Para a Directora Geral do IAO, existem várias formas de definir a pesquisa científica. Em forma de resumo, pode-se dizer que é a aquisição de conhecimentos numa forma de realização particular, que consiste na observação de um ou vários fenómenos particulares, a formulação de uma hipótese de trabalho pelo pesquisador, a conceituação e desenvolvimento de instrumentos metodológicos para a colecta de dados (de preferência no campo com uma amostra dos grupos-alvo ou através de provas físicas) melhor compreender e / ou explicar o fenómeno, a fim de desenvolver o conhecimento sobre um domínio particular.

De acordo com o orador, uma equipe de pesquisa deve, preferencialmente, ser multidisciplinar, adoptar uma abordagem científica e considerar a ética e eficiência para conduzir resultados da investigação credíveis e reconhecidas internacionalmente.

Um dos documentos-chave para a realização da investigação científica é o protocolo de pesquisa que pode ser formulado da seguinte forma:

  •  Conceituação do problema de pesquisa: problema / diagnóstico, estado do conhecimento e estrutura, objetivos, suposições ou questões de investigação;
  •  Planeamento Operacional de pesquisa metodológica: amostragem estratégica, metodologia e plano de coleta de dados, instrumentação, e  dados do plano de análise;
  •  Apresentação de um orçamento estimado que cobre todas as despesas;
  • Calendário completo das atividades programadas.

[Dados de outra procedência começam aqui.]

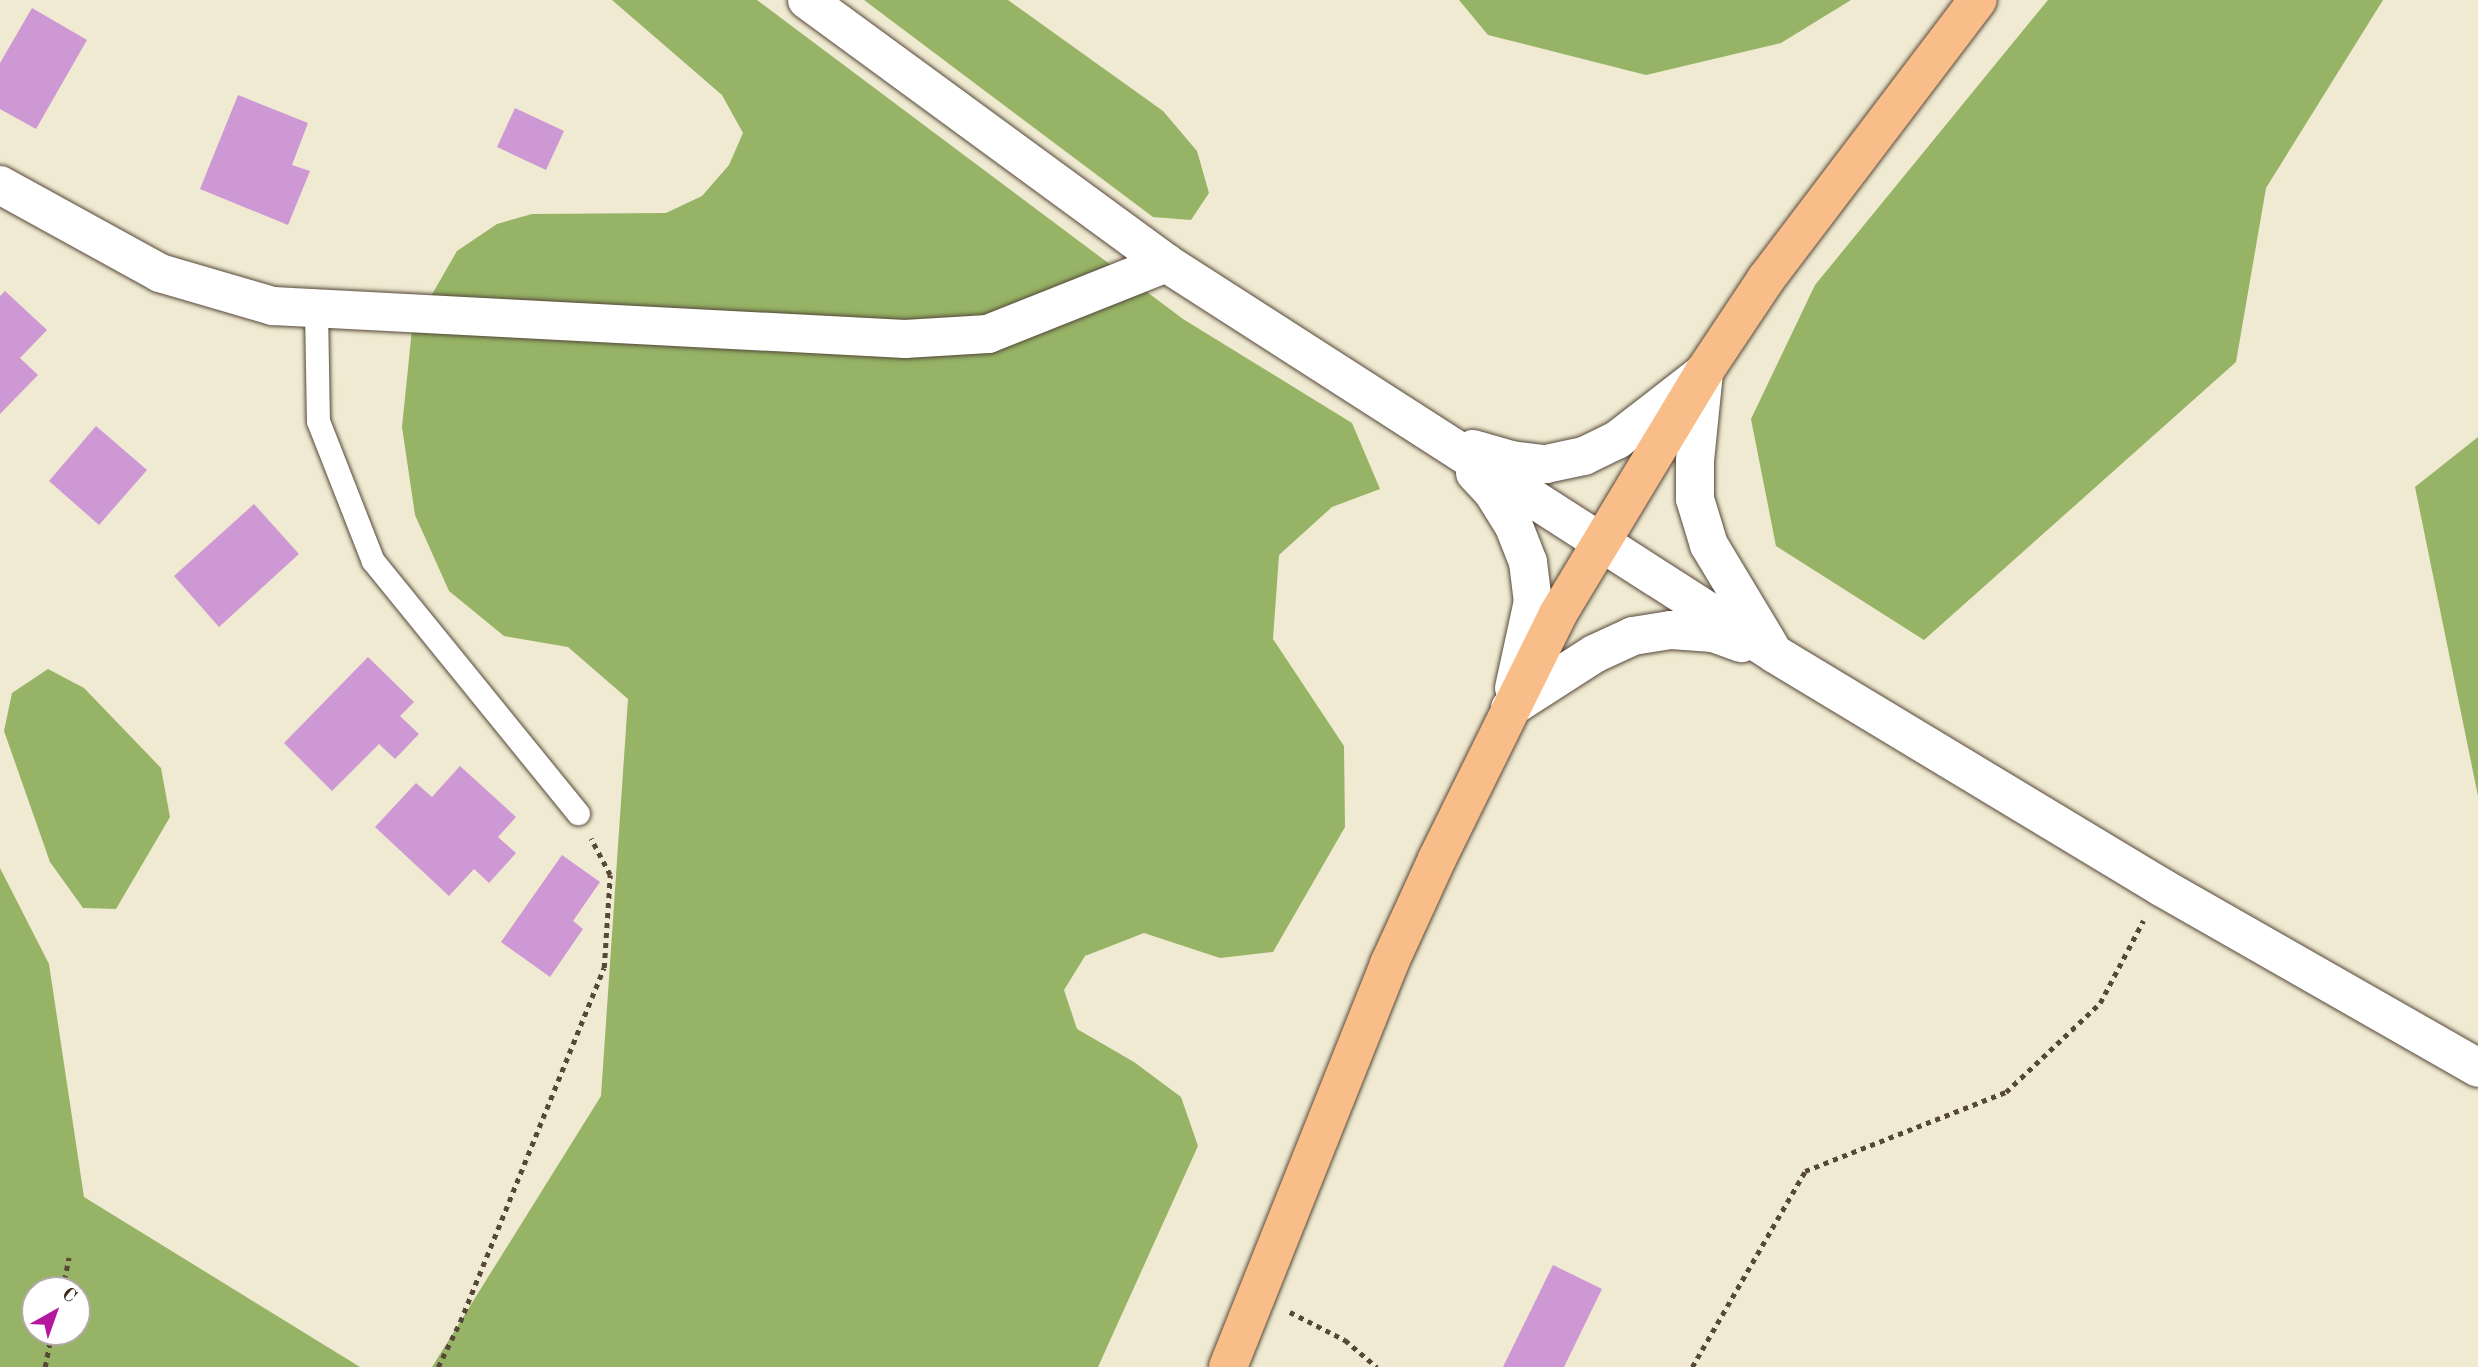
<!DOCTYPE html>
<html>
<head>
<meta charset="utf-8">
<style>
  body { margin:0 }
  #map { position:relative; width:2478px; height:1367px; overflow:hidden; background:#efead1; font-family:"Old Standard TT",serif }
  div>[style] { position:absolute }
  .forest>* { inset:0; background:#96b366 }
  .building>* { inset:0; background:#cd98d4 }
  .path>* { height:4.5px; margin-top:-2.25px; transform-origin:0; background:repeating-linear-gradient(90deg,#564739 0 5px,transparent 0 10px) }
  .roads { filter:drop-shadow(0 0 2px #564739) drop-shadow(0 0 2px #564739) }
  .service>* { height:23px; margin:-11.5px; padding:0 11.5px; transform-origin:11.5px; border-radius:11.5px; background:#fff }
  .minor>* { height:38px; margin:-19px; padding:0 19px; transform-origin:19px; border-radius:19px; background:#fff }
  .tertiary>* { height:38px; margin:-19px; padding:0 19px; transform-origin:19px; border-radius:19px; background:#fff }
  .primary>* { height:38px; margin:-19px; padding:0 19px; transform-origin:19px; border-radius:19px; background:#f9bd89 }
  span { translate:-50% -50%; white-space:nowrap; text-align:center; line-height:1.15; -webkit-text-stroke:6px #fff; paint-order:stroke }
  .north { position:absolute; left:21px; top:1276px; width:70px; height:70px; box-sizing:border-box; background:#fff; border:2px solid #b1aaa5; border-radius:50%; rotate:40deg; font-size:19px; font-weight:700; line-height:28px; text-align:center; color:#3b2a1e }
  .north::after { content:''; display:block; margin:auto; width:24px; height:32px; background:#b5179e; clip-path:polygon(50% 0,100% 100%,50% 72%,0 100%) }
</style>
</head>
<body>
<div id="map">
  <div class="forest">
    <i style="clip-path:polygon(612px 0,757px 0,1183px 319px,1352px 423px,1380px 489px,1332px 507px,1279px 555px,1273px 639px,1344px 746px,1345px 827px,1273px 952px,1220px 958px,1144px 933px,1085px 956px,1064px 990px,1077px 1029px,1134px 1062px,1181px 1097px,1198px 1146px,1098px 1367px,432px 1367px,601px 1096px,628px 699px,568px 647px,504px 636px,449px 591px,415px 515px,402px 427px,412px 329px,457px 251px,497px 224px,532px 214px,666px 213px,702px 196px,729px 165px,743px 133px,722px 95px)"></i>
    <i style="clip-path:polygon(864px 0,1008px 0,1163px 111px,1197px 151px,1209px 193px,1191px 220px,1153px 217px)"></i>
    <i style="clip-path:polygon(1459px 0,1851px 0,1781px 43px,1646px 75px,1488px 35px)"></i>
    <i style="clip-path:polygon(2048px 0,2383px 0,2266px 188px,2236px 362px,1924px 640px,1776px 546px,1751px 419px,1815px 285px)"></i>
    <i style="clip-path:polygon(2478px 437px,2478px 796px,2415px 487px)"></i>
    <i style="clip-path:polygon(48px 669px,84px 688px,161px 768px,170px 817px,116px 909px,83px 908px,50px 862px,4px 731px,12px 693px)"></i>
    <i style="clip-path:polygon(evenodd,0 868px,49px 964px,84px 1197px,360px 1367px,0 1367px,0 868px,35px 1290px,77px 1290px,77px 1332px,35px 1332px,35px 1290px)"></i>
  </div>
  <div class="building">
    <i style="clip-path:polygon(32px 8px,87px 40px,36px 129px,0 109px,0 63px)"></i>
    <i style="clip-path:polygon(238px 95px,308px 123px,292px 165px,310px 171px,288px 225px,200px 189px)"></i>
    <i style="clip-path:polygon(515px 108px,564px 131px,546px 170px,497px 147px)"></i>
    <i style="clip-path:polygon(5px 291px,47px 330px,20px 358px,38px 375px,0 414px,0 296px)"></i>
    <i style="clip-path:polygon(96px 426px,147px 470px,99px 525px,49px 481px)"></i>
    <i style="clip-path:polygon(254px 504px,299px 554px,219px 627px,174px 576px)"></i>
    <i style="clip-path:polygon(368px 657px,414px 702px,400px 716px,419px 734px,395px 759px,379px 744px,332px 791px,284px 743px)"></i>
    <i style="clip-path:polygon(460px 766px,516px 817px,498px 837px,516px 853px,489px 883px,474px 869px,449px 896px,375px 827px,416px 783px,432px 797px)"></i>
    <i style="clip-path:polygon(562px 855px,600px 882px,573px 921px,583px 929px,550px 977px,501px 942px)"></i>
    <i style="clip-path:polygon(1553px 1265px,1602px 1289px,1564px 1367px,1503px 1367px)"></i>
  </div>
  <div class="path">
    <i style="left:62px;top:1290px;width:33px;rotate:-78deg"></i>
    <i style="left:1290px;top:1312px;width:62px;rotate:27deg"></i>
    <i style="left:1345px;top:1340px;width:42px;rotate:40.2deg"></i>
    <i style="left:45px;top:1367px;width:36px;rotate:-79deg"></i>
    <i style="left:438px;top:1367px;width:50px;rotate:-63.9deg"></i>
    <i style="left:460px;top:1322px;width:382px;rotate:-67.9deg"></i>
    <i style="left:604px;top:968px;width:93px;rotate:-86.3deg"></i>
    <i style="left:610px;top:875px;width:41px;rotate:-117.8deg"></i>
    <i style="left:1692px;top:1367px;width:226px;rotate:-60deg"></i>
    <i style="left:1805px;top:1171px;width:216px;rotate:-21.5deg"></i>
    <i style="left:2006px;top:1092px;width:129px;rotate:-43.4deg"></i>
    <i style="left:2100px;top:1003px;width:93px;rotate:-62.3deg"></i>
  </div>
  <div class="roads">
    <div class="service">
      <i style="left:316px;top:309px;width:112px;rotate:89deg"></i>
      <i style="left:318px;top:421px;width:150px;rotate:68.6deg"></i>
      <i style="left:373px;top:561px;width:325px;rotate:50.9deg"></i>
    </div>
    <div class="minor">
      <i style="left:0;top:185px;width:183px;rotate:28.8deg"></i>
      <i style="left:160px;top:273px;width:118px;rotate:16.3deg"></i>
      <i style="left:273px;top:306px;width:633px;rotate:2.99deg"></i>
      <i style="left:905px;top:339px;width:83px;rotate:-3.4deg"></i>
      <i style="left:988px;top:334px;width:192px;rotate:-21.7deg"></i>
    </div>
    <div class="tertiary">
      <i style="left:807px;top:0;width:445px;rotate:36.2deg"></i>
      <i style="left:1166px;top:263px;width:724px;rotate:32.7deg"></i>
      <i style="left:1775px;top:654px;width:451px;rotate:31.1deg"></i>
      <i style="left:2161px;top:887px;width:365px;rotate:29.7deg"></i>
      <i style="left:1704px;top:372px;width:89px;rotate:95.8deg"></i>
      <i style="left:1695px;top:461px;width:38px;rotate:90deg"></i>
      <i style="left:1695px;top:499px;width:48px;rotate:73.1deg"></i>
      <i style="left:1709px;top:545px;width:117px;rotate:59deg"></i>
      <i style="left:1473px;top:449px;width:40px;rotate:16deg"></i>
      <i style="left:1511px;top:460px;width:35px;rotate:7deg"></i>
      <i style="left:1546px;top:464px;width:39px;rotate:-12deg"></i>
      <i style="left:1584px;top:456px;width:37px;rotate:-26deg"></i>
      <i style="left:1617px;top:440px;width:108px;rotate:-37.8deg"></i>
      <i style="left:1475px;top:473px;width:25px;rotate:47deg"></i>
      <i style="left:1492px;top:491px;width:39px;rotate:58deg"></i>
      <i style="left:1513px;top:524px;width:41px;rotate:68.5deg"></i>
      <i style="left:1528px;top:562px;width:39px;rotate:83deg"></i>
      <i style="left:1533px;top:601px;width:89px;rotate:102.3deg"></i>
      <i style="left:1510px;top:708px;width:100px;rotate:-32.7deg"></i>
      <i style="left:1594px;top:654px;width:43px;rotate:-24.8deg"></i>
      <i style="left:1633px;top:636px;width:38px;rotate:-9deg"></i>
      <i style="left:1671px;top:630px;width:42px;rotate:4.1deg"></i>
      <i style="left:1713px;top:633px;width:30px;rotate:20deg"></i>
    </div>
    <div class="primary">
      <i style="left:1228px;top:1367px;width:434px;rotate:-68.2deg"></i>
      <i style="left:1389px;top:964px;width:115px;rotate:-65.4deg"></i>
      <i style="left:1437px;top:859px;width:273px;rotate:-63.7deg"></i>
      <i style="left:1558px;top:614px;width:283px;rotate:-58.9deg"></i>
      <i style="left:1704px;top:372px;width:112px;rotate:-56.3deg"></i>
      <i style="left:1766px;top:279px;width:350px;rotate:-52.8deg"></i>
    </div>
  </div>
  <div class="north">С</div>
</div>
</body>
</html>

Importância dos Centros de Pesquisa

 Neste terceiro capítulo, Traoré destacou a importância dos centros de investigação para:

  •  Promoção e divulgação do conhecimento científico;
  •  Animação de uma plataforma de diálogo, encontros e intercâmbios;
  •  A formação de uma nova geração de investigadores experientes.

Além disso, salientou, centros de representação através da sua capacidade de seguir uma abordagem estruturada, racional e rigorosa, a maneira mais segura e adequada para realizar reflexões, a fim de permitir a elaboração de políticas eficazes em todos os níveis.

A oradora sublinhou que os centros de investigação estão ao serviço do desenvolvimento sustentável e de uma forma cada vez mais, as ciências sociais são integradas em pesquisas no campo da medicina, economia da tecnologia, entre outros.

Além disso, os centros de investigação dão aviso, antecipam ou previnem, explicam e resolvem os problemas causados ​​por fenómenos mais ou menos conhecidos.

Em conclusão, a Diretora Geral do IAO destacou o fato de que nós estamos vendo a partir dos anos 1980  a institucionalização da pesquisa e a retirada gradual do Estado no financiamento da investigação. Embora o financiamento da investigação pelo sector privado seja necessário, o financiamento público dos centros de pesquisa sendo vital para a sua existência.

Para a oradora, é imperativo que, políticos e pesquisadores colaborem para contribuir conjuntamente para a resolução dos problemas cruciais que a nossa sociedade enfrenta hoje em dia.

As perguntas e os comentários do público deram a oportunidade de intercâmbios frutuosos.